O Mistério da compra do penico


O mistério da compra do penico continua a ser conversa em todos os mais chiques restaurantes de Lisboa, frequentados habitualmente por políticos das mais variadas cores, empresário, banqueiros, escritores e alguns jornalistas. No Porto, não há café onde se coma uma francesinha que o tema da conversa não seja invariavelmente o mesmo. Nas casa de chá da Ilha da Madeira ou nas grandes festas noturnas dos bares e discotecas do Algarve, o tema da conversa é o mesmo.
Na falta de melhor tema, porque estamos no pino de Verão e as férias, apesar de tudo, são um espaço de tempo a ser gasto em descontração e diversão, a conversa da compra do penico, passou a lugar cativo e entrou sem rodeios nas mais requintadas tertúlias politiqueiras ou cor de rosa deste país.
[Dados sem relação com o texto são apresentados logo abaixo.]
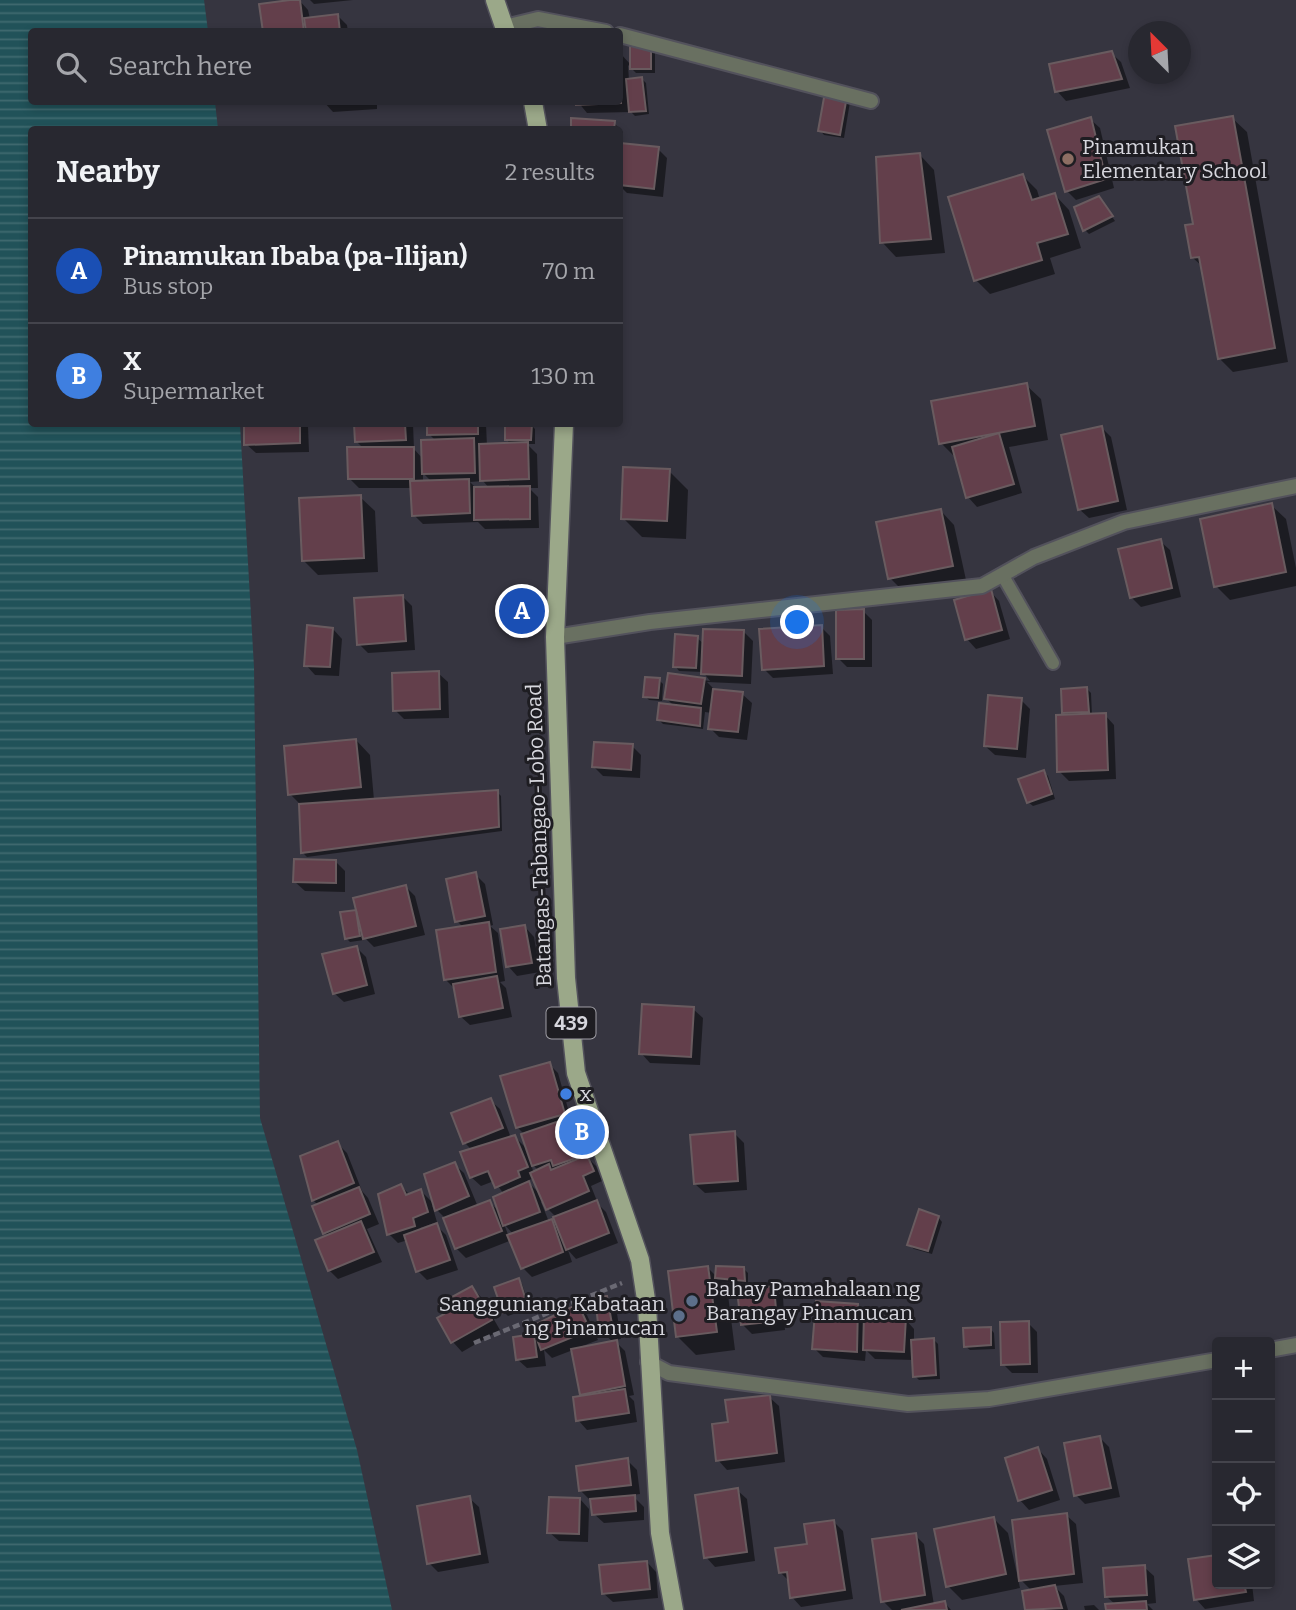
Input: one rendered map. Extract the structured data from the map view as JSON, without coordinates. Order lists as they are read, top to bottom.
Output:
{
  "streets": {
    "main road": ["Batangas-Tabangao-Lobo Road", "439"]
  },
  "places": [
    "Pinamukan Elementary School",
    "x",
    "Bahay Pamahalaan ng Barangay Pinamucan",
    "Sangguniang Kabataan ng Pinamucan"
  ],
  "north": "top left",
  "page": {
    "search": "Search here",
    "heading": ["Nearby", "2 results"],
    "list": [
      {
        "mark": "A",
        "name": "Pinamukan Ibaba (pa-Ilijan)",
        "note": "Bus stop",
        "value": "70 m"
      },
      {
        "mark": "B",
        "name": "X",
        "note": "Supermarket",
        "value": "130 m"
      }
    ],
    "pins": ["A", "B"],
    "map_buttons": ["+", "−"]
  }
}
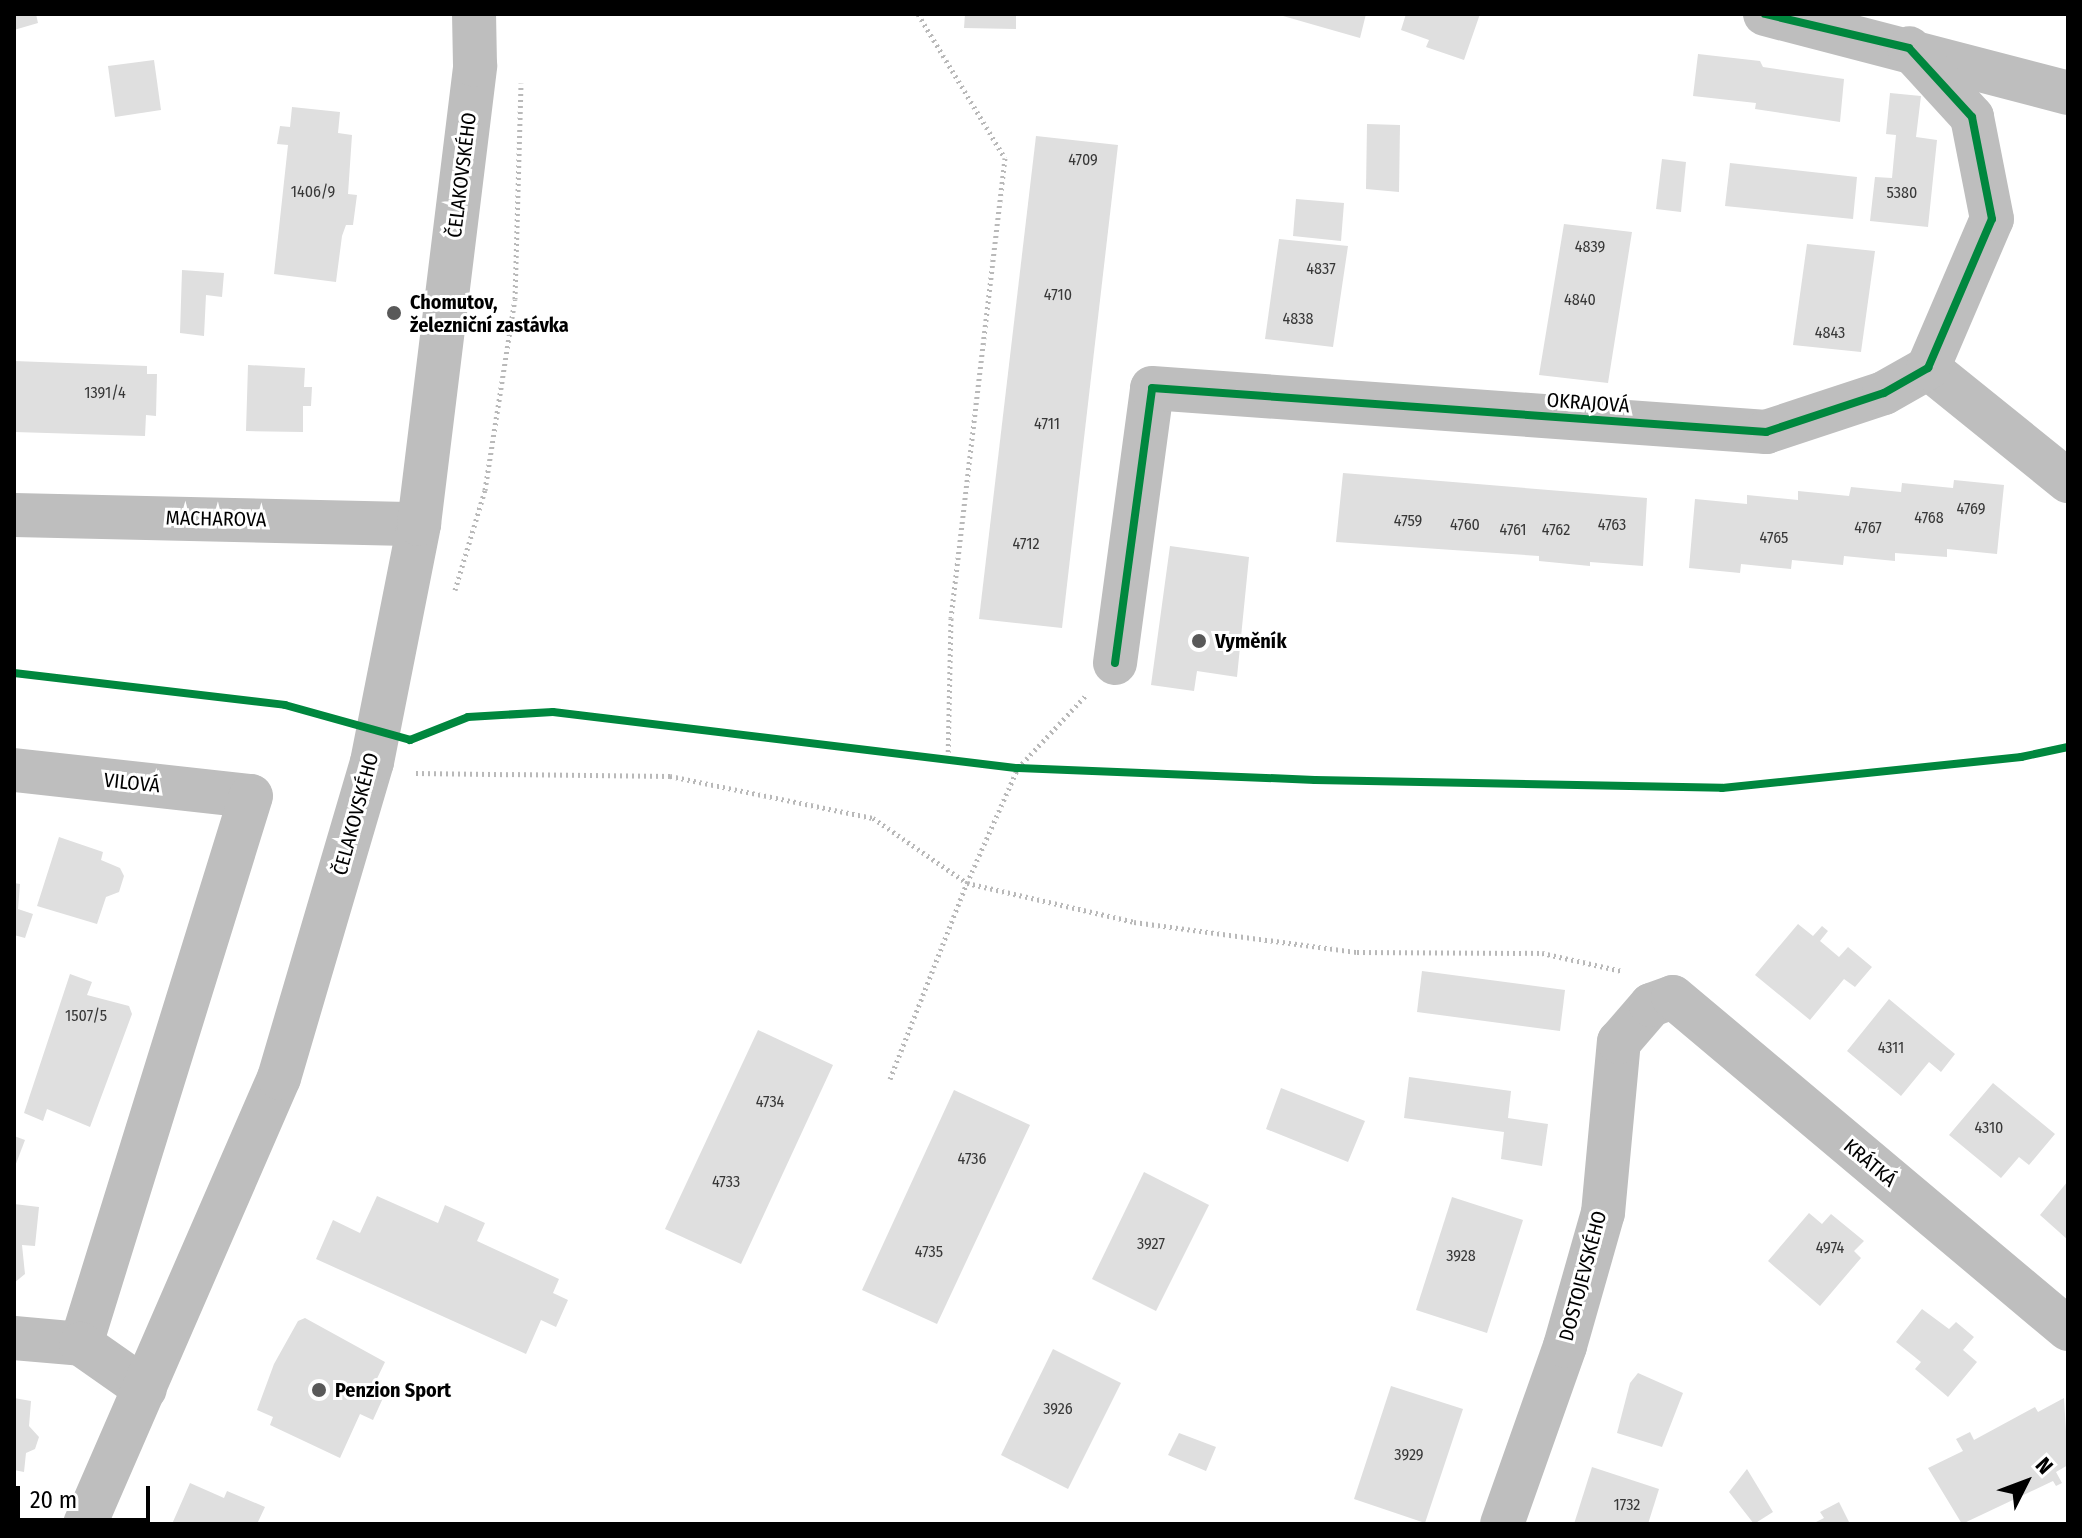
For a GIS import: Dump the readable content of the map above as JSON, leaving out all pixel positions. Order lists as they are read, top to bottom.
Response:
{
  "streets": {
    "street": [
      "ČELAKOVSKÉHO",
      "OKRAJOVÁ",
      "MACHAROVA",
      "VILOVÁ",
      "KRÁTKÁ",
      "DOSTOJEVSKÉHO"
    ]
  },
  "crossings": [
    ["ČELAKOVSKÉHO", "MACHAROVA"],
    ["KRÁTKÁ", "DOSTOJEVSKÉHO"]
  ],
  "places": ["Chomutov, železniční zastávka", "Vyměník", "Penzion Sport"],
  "house_numbers": [
    "4709",
    "1406/9",
    "5380",
    "4839",
    "4837",
    "4710",
    "4840",
    "4838",
    "4843",
    "1391/4",
    "4711",
    "4769",
    "4768",
    "4759",
    "4760",
    "4763",
    "4767",
    "4761",
    "4762",
    "4765",
    "4712",
    "1507/5",
    "4311",
    "4734",
    "4310",
    "4736",
    "4733",
    "3927",
    "4974",
    "4735",
    "3928",
    "3926",
    "3929",
    "1732"
  ],
  "scale_bar": "20 m",
  "north": "top right"
}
Nas praisa, já se ouve o vizinho da toalha do lado a comentar a compra do penico.
Até nos transportes públicos, no Metro, nos comboios e cacilheiros se fala abertamente na compra do penico.
Contava-nos pesosa amigo que vindo do estrangeiro, onde esteve a trabalhar uns meses, soube da compra do penico, a bordo do avião que o transportava, numa conversa entre passageiros.
Até na tasca do Zé Maria, numa terriola perto de Freixo de Espada á Cinta, já se comenta a compra do penico.
Alguem já admitiu que americanos e russos já mandaram alguns homens da sua "inteligência" a Portugal, para averiguarem o que se passa com o mistério da compra do penico. Devem andar por aí, devidamente camuflados, para não serem detectados pelo nossos SIS.
Apenas se estranha que os mais importantes e habituais comentadores politicos, politólogos, economistas, banqueiros, fiscalistas, jornalistas, opinadores em geral e outros comentadores, não tenham até ao momento colocado o tema nas suas conversas ou textos.
Mas, o mistério da compra do penico, continua.